(Excerpts from a dataset)

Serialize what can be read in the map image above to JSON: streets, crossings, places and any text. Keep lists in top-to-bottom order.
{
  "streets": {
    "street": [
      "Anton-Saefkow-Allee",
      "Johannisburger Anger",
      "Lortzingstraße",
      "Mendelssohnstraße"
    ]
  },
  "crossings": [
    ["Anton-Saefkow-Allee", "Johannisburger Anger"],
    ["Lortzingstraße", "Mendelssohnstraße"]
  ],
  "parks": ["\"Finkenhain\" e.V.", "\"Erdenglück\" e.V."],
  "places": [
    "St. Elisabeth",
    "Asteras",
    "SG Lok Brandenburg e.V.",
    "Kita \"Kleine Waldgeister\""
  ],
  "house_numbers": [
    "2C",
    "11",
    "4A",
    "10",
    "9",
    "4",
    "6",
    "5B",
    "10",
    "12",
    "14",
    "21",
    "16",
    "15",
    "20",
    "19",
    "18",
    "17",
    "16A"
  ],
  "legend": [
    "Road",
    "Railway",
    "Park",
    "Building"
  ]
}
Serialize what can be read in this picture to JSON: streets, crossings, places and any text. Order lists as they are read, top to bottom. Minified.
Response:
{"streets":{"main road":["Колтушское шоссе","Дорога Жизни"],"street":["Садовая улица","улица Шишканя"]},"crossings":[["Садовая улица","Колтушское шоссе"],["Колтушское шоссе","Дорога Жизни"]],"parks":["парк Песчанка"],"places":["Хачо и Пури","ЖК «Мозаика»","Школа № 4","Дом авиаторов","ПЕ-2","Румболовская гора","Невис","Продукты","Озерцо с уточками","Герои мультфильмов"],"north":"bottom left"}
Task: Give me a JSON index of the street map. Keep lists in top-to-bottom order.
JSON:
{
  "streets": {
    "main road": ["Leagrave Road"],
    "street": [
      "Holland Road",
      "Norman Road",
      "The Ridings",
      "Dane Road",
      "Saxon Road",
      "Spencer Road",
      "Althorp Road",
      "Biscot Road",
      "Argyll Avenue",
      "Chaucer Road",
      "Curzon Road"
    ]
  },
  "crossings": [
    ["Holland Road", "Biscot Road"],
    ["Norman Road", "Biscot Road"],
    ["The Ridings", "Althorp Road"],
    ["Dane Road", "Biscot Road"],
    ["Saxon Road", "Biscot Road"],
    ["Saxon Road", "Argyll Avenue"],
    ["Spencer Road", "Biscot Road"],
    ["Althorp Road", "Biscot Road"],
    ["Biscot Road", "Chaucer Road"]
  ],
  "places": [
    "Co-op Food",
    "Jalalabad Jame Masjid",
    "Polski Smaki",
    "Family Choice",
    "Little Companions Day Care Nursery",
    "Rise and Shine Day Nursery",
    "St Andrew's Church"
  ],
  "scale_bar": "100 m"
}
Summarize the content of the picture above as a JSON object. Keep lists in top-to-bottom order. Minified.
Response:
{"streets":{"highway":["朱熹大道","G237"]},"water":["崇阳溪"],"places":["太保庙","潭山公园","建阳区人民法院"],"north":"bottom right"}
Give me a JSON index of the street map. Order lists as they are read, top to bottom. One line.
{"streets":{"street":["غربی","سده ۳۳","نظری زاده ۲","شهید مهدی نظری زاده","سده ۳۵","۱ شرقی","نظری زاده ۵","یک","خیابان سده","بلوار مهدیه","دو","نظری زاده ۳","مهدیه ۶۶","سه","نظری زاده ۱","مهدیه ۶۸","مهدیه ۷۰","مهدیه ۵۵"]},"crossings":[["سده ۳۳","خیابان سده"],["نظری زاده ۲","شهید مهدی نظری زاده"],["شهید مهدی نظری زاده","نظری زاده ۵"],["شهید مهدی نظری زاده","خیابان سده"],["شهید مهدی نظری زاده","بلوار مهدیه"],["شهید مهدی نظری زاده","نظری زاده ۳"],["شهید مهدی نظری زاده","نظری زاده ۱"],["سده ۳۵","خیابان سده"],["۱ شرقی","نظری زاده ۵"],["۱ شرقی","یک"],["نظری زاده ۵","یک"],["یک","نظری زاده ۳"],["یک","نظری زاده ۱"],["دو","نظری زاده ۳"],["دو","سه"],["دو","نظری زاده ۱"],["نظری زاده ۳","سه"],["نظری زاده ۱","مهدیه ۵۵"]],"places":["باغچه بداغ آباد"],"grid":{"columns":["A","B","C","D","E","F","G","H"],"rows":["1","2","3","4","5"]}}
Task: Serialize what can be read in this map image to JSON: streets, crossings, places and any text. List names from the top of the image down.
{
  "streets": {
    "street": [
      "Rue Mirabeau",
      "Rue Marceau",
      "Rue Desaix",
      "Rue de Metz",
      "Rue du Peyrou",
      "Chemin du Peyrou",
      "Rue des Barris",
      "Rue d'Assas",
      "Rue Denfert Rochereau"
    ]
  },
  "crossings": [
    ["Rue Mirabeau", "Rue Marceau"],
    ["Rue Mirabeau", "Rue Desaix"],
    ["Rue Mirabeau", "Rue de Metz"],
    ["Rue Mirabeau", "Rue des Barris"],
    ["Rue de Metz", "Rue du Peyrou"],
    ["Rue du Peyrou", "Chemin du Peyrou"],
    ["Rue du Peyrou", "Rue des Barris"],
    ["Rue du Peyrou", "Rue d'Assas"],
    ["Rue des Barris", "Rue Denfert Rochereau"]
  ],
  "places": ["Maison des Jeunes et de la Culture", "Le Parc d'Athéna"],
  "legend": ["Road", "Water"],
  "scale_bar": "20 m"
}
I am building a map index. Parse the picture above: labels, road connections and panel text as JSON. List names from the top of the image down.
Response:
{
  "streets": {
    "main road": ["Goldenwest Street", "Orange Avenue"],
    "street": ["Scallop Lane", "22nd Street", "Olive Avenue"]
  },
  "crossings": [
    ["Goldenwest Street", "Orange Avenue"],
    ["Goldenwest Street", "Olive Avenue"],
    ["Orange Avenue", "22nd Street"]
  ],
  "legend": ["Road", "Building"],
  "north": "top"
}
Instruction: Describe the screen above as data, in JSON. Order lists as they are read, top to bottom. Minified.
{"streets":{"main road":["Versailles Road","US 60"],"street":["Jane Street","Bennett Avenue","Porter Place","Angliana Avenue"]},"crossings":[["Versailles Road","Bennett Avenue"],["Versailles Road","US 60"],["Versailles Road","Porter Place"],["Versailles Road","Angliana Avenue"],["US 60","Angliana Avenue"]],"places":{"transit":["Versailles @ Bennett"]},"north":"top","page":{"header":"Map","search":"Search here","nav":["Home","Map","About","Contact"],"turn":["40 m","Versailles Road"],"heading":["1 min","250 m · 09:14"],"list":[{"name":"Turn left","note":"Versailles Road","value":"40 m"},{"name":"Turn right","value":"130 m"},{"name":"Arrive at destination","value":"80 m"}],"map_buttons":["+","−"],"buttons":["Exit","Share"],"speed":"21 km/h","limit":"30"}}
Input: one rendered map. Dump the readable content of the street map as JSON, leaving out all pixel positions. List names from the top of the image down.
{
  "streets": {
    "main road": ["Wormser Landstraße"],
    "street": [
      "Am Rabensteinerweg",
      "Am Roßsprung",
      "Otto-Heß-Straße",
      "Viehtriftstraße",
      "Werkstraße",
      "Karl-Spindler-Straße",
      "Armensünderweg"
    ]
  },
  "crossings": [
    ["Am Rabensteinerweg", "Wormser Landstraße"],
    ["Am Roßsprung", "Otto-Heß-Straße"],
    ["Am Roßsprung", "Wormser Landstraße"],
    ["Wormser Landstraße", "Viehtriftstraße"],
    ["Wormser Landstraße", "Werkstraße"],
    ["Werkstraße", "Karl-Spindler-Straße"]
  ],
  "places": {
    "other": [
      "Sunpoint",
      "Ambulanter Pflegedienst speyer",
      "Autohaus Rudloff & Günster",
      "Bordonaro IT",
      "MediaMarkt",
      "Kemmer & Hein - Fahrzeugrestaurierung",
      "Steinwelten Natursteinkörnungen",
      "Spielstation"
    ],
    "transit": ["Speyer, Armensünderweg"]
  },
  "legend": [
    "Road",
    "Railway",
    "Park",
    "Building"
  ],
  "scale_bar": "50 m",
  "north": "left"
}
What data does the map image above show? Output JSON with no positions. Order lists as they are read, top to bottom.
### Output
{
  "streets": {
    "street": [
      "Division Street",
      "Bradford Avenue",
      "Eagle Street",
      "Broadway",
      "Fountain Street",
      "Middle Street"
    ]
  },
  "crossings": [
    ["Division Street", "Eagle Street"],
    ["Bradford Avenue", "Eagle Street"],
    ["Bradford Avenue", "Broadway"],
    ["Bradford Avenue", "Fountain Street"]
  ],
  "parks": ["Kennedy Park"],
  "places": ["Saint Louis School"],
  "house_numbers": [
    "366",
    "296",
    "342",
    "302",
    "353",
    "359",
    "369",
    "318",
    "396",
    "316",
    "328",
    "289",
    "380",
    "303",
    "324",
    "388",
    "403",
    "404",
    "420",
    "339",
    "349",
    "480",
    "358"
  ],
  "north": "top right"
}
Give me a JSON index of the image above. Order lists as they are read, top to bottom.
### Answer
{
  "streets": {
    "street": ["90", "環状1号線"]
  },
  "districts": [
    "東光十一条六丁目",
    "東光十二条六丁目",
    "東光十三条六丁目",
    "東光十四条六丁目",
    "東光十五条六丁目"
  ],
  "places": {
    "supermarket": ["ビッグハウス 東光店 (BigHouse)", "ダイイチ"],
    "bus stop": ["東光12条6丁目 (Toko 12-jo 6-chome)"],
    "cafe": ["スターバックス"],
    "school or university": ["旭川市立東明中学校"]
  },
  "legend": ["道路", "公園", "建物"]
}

Task prompt => Lines above that include the string "picture" need to be copied.

Output of the exercise =>
Serialize what can be read in this picture to JSON: streets, crossings, places and any text. Order lists as they are read, top to bottom. Minified.
Summarize the content of the picture above as a JSON object. Keep lists in top-to-bottom order. Minified.
I am building a map index. Parse the picture above: labels, road connections and panel text as JSON. List names from the top of the image down.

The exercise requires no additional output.